Exibindo uma estrutura narrativa que permite ao intérprete viver os personagens e ao mesmo tempo falar sobre as questões que os afligem, "Euforia" recebeu irretocável versão cênica de Victor Garcia Peralta. Explorando com extrema sensibilidade a ótima cenografia de Elsa Romero, que vai se transformando ao longo da montagem, o encenador constrói, como de hábito, uma encenação que prioriza o essencial, abdicando de inócuas firulas formais.  Afora isto, e também como sempre, Peralta revela-se um excelente parceiro dos intérpretes que dirige, no caso Michel Blois.

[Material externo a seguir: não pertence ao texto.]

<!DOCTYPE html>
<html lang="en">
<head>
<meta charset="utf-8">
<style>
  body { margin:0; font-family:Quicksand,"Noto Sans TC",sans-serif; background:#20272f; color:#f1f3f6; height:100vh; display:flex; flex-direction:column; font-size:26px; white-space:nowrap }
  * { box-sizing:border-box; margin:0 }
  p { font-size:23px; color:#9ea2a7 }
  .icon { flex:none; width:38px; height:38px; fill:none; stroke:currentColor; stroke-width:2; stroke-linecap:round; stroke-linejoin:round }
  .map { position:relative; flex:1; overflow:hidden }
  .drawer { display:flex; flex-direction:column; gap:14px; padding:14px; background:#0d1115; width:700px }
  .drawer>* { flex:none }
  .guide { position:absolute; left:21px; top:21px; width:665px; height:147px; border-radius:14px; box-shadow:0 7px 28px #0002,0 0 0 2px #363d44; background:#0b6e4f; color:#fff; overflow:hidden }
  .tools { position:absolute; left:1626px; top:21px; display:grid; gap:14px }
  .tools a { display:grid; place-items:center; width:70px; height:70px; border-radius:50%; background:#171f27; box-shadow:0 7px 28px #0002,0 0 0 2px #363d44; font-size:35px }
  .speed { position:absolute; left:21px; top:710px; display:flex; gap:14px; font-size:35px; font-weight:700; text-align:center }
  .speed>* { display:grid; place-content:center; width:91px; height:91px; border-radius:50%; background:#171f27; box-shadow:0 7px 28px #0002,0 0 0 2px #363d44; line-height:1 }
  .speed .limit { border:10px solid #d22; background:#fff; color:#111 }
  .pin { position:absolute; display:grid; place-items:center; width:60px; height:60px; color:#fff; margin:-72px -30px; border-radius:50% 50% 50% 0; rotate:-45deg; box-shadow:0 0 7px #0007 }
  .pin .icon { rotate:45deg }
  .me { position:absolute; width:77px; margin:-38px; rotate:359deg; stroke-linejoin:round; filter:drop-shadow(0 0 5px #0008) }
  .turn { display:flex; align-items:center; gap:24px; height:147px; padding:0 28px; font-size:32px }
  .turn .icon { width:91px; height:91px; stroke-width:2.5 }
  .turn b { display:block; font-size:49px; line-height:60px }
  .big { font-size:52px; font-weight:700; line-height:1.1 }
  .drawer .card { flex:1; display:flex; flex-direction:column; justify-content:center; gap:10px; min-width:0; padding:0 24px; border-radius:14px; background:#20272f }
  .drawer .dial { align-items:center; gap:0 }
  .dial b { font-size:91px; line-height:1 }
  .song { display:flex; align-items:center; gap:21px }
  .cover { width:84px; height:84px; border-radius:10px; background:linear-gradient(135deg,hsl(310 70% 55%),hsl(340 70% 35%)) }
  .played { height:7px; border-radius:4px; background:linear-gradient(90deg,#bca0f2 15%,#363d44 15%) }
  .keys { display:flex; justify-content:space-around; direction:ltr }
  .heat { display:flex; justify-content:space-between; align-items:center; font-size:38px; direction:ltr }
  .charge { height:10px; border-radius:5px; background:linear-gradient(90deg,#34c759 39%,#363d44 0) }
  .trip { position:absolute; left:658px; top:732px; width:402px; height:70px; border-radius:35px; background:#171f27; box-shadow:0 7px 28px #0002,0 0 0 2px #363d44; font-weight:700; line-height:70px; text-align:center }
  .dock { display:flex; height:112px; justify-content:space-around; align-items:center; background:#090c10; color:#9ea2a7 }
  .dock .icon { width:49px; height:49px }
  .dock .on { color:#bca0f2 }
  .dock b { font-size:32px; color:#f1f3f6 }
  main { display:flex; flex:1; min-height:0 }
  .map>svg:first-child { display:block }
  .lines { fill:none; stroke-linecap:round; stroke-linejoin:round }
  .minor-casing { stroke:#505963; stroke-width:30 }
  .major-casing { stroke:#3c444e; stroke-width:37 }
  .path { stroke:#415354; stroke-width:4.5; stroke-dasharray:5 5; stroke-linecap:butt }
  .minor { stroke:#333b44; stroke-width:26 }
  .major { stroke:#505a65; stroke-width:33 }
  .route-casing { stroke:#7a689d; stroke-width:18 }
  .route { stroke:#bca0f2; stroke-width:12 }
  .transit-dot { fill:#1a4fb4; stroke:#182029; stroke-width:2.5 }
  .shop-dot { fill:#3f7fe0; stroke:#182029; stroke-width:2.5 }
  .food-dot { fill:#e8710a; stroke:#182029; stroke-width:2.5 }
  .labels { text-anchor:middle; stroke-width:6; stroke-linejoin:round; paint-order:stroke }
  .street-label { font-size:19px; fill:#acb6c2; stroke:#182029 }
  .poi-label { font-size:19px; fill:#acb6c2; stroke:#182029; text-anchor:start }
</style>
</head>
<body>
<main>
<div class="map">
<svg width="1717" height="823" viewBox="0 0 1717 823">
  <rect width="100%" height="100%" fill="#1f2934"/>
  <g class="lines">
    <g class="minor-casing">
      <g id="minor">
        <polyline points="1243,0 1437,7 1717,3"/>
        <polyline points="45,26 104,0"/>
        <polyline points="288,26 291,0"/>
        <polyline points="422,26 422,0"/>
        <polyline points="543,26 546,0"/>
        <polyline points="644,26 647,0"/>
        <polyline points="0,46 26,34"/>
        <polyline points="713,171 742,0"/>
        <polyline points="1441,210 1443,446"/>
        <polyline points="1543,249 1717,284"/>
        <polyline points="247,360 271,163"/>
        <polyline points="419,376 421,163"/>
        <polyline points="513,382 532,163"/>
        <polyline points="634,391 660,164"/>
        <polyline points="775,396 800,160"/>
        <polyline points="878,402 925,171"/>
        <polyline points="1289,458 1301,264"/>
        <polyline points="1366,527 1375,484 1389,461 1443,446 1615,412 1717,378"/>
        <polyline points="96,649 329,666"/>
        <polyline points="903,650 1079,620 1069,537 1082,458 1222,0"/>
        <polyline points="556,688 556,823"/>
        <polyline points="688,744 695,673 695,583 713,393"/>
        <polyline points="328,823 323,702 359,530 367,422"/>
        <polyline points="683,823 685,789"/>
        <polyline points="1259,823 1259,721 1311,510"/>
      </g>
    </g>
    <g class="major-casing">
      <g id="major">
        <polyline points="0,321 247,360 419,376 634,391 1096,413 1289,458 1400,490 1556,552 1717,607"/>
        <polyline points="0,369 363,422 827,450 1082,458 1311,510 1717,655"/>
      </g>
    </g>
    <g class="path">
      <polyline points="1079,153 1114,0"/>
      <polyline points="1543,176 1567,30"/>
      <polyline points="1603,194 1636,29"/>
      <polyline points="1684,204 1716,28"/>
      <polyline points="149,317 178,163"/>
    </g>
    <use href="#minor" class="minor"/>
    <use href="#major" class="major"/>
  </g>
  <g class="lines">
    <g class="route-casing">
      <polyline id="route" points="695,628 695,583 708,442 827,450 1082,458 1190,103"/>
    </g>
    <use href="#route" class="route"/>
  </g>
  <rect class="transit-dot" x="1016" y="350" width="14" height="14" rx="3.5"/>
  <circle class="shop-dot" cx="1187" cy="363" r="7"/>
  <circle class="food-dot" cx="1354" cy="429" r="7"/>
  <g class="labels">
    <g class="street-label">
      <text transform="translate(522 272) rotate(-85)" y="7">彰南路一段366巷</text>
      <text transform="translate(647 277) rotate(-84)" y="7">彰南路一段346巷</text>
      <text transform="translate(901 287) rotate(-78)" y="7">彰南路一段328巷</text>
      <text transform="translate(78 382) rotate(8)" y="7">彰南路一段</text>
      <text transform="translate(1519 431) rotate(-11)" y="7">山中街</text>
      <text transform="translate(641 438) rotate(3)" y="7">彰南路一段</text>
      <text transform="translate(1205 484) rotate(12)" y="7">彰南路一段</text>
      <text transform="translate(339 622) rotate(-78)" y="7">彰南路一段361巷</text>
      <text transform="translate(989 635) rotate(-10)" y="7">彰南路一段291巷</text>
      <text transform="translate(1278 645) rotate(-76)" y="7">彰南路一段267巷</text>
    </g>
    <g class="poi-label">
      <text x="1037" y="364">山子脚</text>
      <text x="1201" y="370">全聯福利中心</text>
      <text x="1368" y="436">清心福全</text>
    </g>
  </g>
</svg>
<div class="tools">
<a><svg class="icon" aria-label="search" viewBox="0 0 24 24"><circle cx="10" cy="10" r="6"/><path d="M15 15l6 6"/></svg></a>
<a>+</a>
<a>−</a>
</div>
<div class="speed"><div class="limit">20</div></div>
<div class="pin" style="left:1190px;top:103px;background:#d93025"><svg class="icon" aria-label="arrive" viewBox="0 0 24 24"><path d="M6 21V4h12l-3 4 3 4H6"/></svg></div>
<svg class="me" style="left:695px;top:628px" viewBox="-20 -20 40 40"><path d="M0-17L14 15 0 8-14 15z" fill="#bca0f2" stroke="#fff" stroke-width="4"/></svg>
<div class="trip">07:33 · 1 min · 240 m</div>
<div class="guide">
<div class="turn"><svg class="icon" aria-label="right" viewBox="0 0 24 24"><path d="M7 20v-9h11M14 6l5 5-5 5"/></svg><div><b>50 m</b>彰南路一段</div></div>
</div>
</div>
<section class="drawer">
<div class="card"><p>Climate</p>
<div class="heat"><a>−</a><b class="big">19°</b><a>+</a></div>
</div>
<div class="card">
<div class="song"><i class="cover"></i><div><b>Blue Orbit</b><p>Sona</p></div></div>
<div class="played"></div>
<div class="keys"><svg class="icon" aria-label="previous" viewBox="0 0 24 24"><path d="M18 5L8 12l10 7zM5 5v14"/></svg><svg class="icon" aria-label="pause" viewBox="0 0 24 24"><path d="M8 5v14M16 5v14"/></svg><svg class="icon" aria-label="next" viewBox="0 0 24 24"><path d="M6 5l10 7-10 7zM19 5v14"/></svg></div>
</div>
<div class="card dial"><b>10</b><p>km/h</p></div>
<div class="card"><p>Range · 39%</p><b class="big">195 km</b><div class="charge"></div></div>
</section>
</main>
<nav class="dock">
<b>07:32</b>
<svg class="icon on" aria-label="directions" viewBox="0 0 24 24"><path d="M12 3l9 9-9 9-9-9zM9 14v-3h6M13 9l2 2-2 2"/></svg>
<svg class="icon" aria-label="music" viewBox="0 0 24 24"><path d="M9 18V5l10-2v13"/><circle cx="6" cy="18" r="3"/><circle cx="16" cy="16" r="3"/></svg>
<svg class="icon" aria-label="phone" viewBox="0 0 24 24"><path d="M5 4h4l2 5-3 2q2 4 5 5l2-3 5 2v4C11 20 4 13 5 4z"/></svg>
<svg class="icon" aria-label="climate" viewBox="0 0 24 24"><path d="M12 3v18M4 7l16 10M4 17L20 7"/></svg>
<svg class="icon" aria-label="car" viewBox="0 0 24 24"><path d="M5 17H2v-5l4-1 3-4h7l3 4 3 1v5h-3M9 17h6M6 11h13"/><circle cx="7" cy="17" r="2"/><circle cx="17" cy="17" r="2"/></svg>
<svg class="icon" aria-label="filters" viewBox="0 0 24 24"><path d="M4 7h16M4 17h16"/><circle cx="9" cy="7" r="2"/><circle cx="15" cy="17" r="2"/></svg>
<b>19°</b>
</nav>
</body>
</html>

Possuidor de ótima voz, impecável trabalho corporal, grande carisma e uma inteligência cênica que o leva a buscar soluções que sempre escapam ao previsível, aqui Michel Blois exibe um dos melhores trabalhos de sua carreira, valorizando ao máximo tanto os conteúdos emocionais em jogo como as reflexões propostas pela autora. Sem dúvida, uma das melhores performances da atual temporada.

No complemento da ficha técnica, parabenizo com o mesmo entusiasmo as preciosas colaborações de todos os profissionais envolvidos nesta mais do que oportuna empreitada teatral - Wagner Azevedo (iluminação), Ticiana Passos (figurino), Holograma (trilha sonora original) e Raquel Alvarenga, que responde pelo belíssimo projeto gráfico.

EUFORIA - Texto de Julia Spadaccini. Direção de Victor Garcia Peralta. Com Michel Blois. Espaço Cultural Sérgio Porto. Sábado, domingo e segunda às 19h.